*Data supplied*.
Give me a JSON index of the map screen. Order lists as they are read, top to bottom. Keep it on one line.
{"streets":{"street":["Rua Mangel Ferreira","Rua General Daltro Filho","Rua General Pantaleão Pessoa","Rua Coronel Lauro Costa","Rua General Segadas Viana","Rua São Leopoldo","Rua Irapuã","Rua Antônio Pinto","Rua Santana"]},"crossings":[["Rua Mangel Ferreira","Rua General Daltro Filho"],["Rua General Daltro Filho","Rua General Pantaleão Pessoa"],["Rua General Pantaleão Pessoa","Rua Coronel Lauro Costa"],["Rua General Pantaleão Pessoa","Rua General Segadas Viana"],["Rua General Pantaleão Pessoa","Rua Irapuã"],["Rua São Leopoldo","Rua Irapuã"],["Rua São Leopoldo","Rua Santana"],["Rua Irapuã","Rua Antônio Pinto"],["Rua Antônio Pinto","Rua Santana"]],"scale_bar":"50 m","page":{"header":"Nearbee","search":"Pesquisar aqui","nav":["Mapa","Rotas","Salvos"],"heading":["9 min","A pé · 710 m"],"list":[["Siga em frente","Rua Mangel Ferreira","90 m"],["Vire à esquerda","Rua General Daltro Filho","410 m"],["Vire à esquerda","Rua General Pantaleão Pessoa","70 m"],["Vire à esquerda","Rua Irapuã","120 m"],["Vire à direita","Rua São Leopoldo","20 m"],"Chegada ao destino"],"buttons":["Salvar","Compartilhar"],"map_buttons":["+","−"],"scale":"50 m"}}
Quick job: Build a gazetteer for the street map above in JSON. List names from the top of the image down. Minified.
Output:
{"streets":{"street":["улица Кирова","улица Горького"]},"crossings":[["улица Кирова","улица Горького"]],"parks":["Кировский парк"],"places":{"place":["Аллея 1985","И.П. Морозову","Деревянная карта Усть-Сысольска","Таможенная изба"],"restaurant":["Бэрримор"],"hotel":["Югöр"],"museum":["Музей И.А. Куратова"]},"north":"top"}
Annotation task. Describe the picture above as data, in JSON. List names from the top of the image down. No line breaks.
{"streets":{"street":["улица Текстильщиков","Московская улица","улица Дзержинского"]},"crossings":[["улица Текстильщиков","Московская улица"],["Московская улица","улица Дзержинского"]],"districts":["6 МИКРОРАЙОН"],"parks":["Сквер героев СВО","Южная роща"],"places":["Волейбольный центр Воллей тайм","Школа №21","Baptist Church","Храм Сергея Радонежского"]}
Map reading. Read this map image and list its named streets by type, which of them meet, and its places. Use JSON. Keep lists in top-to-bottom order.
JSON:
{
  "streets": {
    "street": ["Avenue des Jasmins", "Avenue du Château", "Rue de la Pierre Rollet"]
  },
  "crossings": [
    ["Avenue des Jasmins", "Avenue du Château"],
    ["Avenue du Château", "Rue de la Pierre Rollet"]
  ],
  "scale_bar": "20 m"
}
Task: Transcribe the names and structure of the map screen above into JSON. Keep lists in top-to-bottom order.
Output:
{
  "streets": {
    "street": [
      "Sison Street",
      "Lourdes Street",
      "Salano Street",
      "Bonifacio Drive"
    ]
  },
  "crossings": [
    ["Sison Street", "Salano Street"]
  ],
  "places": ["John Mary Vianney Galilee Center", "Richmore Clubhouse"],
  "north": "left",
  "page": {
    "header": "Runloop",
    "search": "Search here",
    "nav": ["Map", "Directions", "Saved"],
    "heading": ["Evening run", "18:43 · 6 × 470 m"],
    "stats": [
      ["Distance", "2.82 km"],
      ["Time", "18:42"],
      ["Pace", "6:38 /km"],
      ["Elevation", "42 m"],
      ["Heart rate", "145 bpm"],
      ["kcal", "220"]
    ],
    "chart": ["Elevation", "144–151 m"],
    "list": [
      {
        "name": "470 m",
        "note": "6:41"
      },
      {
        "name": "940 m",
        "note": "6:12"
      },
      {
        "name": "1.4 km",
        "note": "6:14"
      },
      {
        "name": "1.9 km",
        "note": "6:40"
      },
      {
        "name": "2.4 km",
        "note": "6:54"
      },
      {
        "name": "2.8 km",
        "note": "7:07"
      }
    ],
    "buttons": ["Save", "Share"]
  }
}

*Your instructions*.
In full and without change, transcribe the entries.

*Response to this task*.
Give me a JSON index of the map screen. Order lists as they are read, top to bottom. Keep it on one line.
{"streets":{"street":["Rua Mangel Ferreira","Rua General Daltro Filho","Rua General Pantaleão Pessoa","Rua Coronel Lauro Costa","Rua General Segadas Viana","Rua São Leopoldo","Rua Irapuã","Rua Antônio Pinto","Rua Santana"]},"crossings":[["Rua Mangel Ferreira","Rua General Daltro Filho"],["Rua General Daltro Filho","Rua General Pantaleão Pessoa"],["Rua General Pantaleão Pessoa","Rua Coronel Lauro Costa"],["Rua General Pantaleão Pessoa","Rua General Segadas Viana"],["Rua General Pantaleão Pessoa","Rua Irapuã"],["Rua São Leopoldo","Rua Irapuã"],["Rua São Leopoldo","Rua Santana"],["Rua Irapuã","Rua Antônio Pinto"],["Rua Antônio Pinto","Rua Santana"]],"scale_bar":"50 m","page":{"header":"Nearbee","search":"Pesquisar aqui","nav":["Mapa","Rotas","Salvos"],"heading":["9 min","A pé · 710 m"],"list":[["Siga em frente","Rua Mangel Ferreira","90 m"],["Vire à esquerda","Rua General Daltro Filho","410 m"],["Vire à esquerda","Rua General Pantaleão Pessoa","70 m"],["Vire à esquerda","Rua Irapuã","120 m"],["Vire à direita","Rua São Leopoldo","20 m"],"Chegada ao destino"],"buttons":["Salvar","Compartilhar"],"map_buttons":["+","−"],"scale":"50 m"}}
Quick job: Build a gazetteer for the street map above in JSON. List names from the top of the image down. Minified.
Output:
{"streets":{"street":["улица Кирова","улица Горького"]},"crossings":[["улица Кирова","улица Горького"]],"parks":["Кировский парк"],"places":{"place":["Аллея 1985","И.П. Морозову","Деревянная карта Усть-Сысольска","Таможенная изба"],"restaurant":["Бэрримор"],"hotel":["Югöр"],"museum":["Музей И.А. Куратова"]},"north":"top"}
Annotation task. Describe the picture above as data, in JSON. List names from the top of the image down. No line breaks.
{"streets":{"street":["улица Текстильщиков","Московская улица","улица Дзержинского"]},"crossings":[["улица Текстильщиков","Московская улица"],["Московская улица","улица Дзержинского"]],"districts":["6 МИКРОРАЙОН"],"parks":["Сквер героев СВО","Южная роща"],"places":["Волейбольный центр Воллей тайм","Школа №21","Baptist Church","Храм Сергея Радонежского"]}
Map reading. Read this map image and list its named streets by type, which of them meet, and its places. Use JSON. Keep lists in top-to-bottom order.
JSON:
{
  "streets": {
    "street": ["Avenue des Jasmins", "Avenue du Château", "Rue de la Pierre Rollet"]
  },
  "crossings": [
    ["Avenue des Jasmins", "Avenue du Château"],
    ["Avenue du Château", "Rue de la Pierre Rollet"]
  ],
  "scale_bar": "20 m"
}
Task: Transcribe the names and structure of the map screen above into JSON. Keep lists in top-to-bottom order.
Output:
{
  "streets": {
    "street": [
      "Sison Street",
      "Lourdes Street",
      "Salano Street",
      "Bonifacio Drive"
    ]
  },
  "crossings": [
    ["Sison Street", "Salano Street"]
  ],
  "places": ["John Mary Vianney Galilee Center", "Richmore Clubhouse"],
  "north": "left",
  "page": {
    "header": "Runloop",
    "search": "Search here",
    "nav": ["Map", "Directions", "Saved"],
    "heading": ["Evening run", "18:43 · 6 × 470 m"],
    "stats": [
      ["Distance", "2.82 km"],
      ["Time", "18:42"],
      ["Pace", "6:38 /km"],
      ["Elevation", "42 m"],
      ["Heart rate", "145 bpm"],
      ["kcal", "220"]
    ],
    "chart": ["Elevation", "144–151 m"],
    "list": [
      {
        "name": "470 m",
        "note": "6:41"
      },
      {
        "name": "940 m",
        "note": "6:12"
      },
      {
        "name": "1.4 km",
        "note": "6:14"
      },
      {
        "name": "1.9 km",
        "note": "6:40"
      },
      {
        "name": "2.4 km",
        "note": "6:54"
      },
      {
        "name": "2.8 km",
        "note": "7:07"
      }
    ],
    "buttons": ["Save", "Share"]
  }
}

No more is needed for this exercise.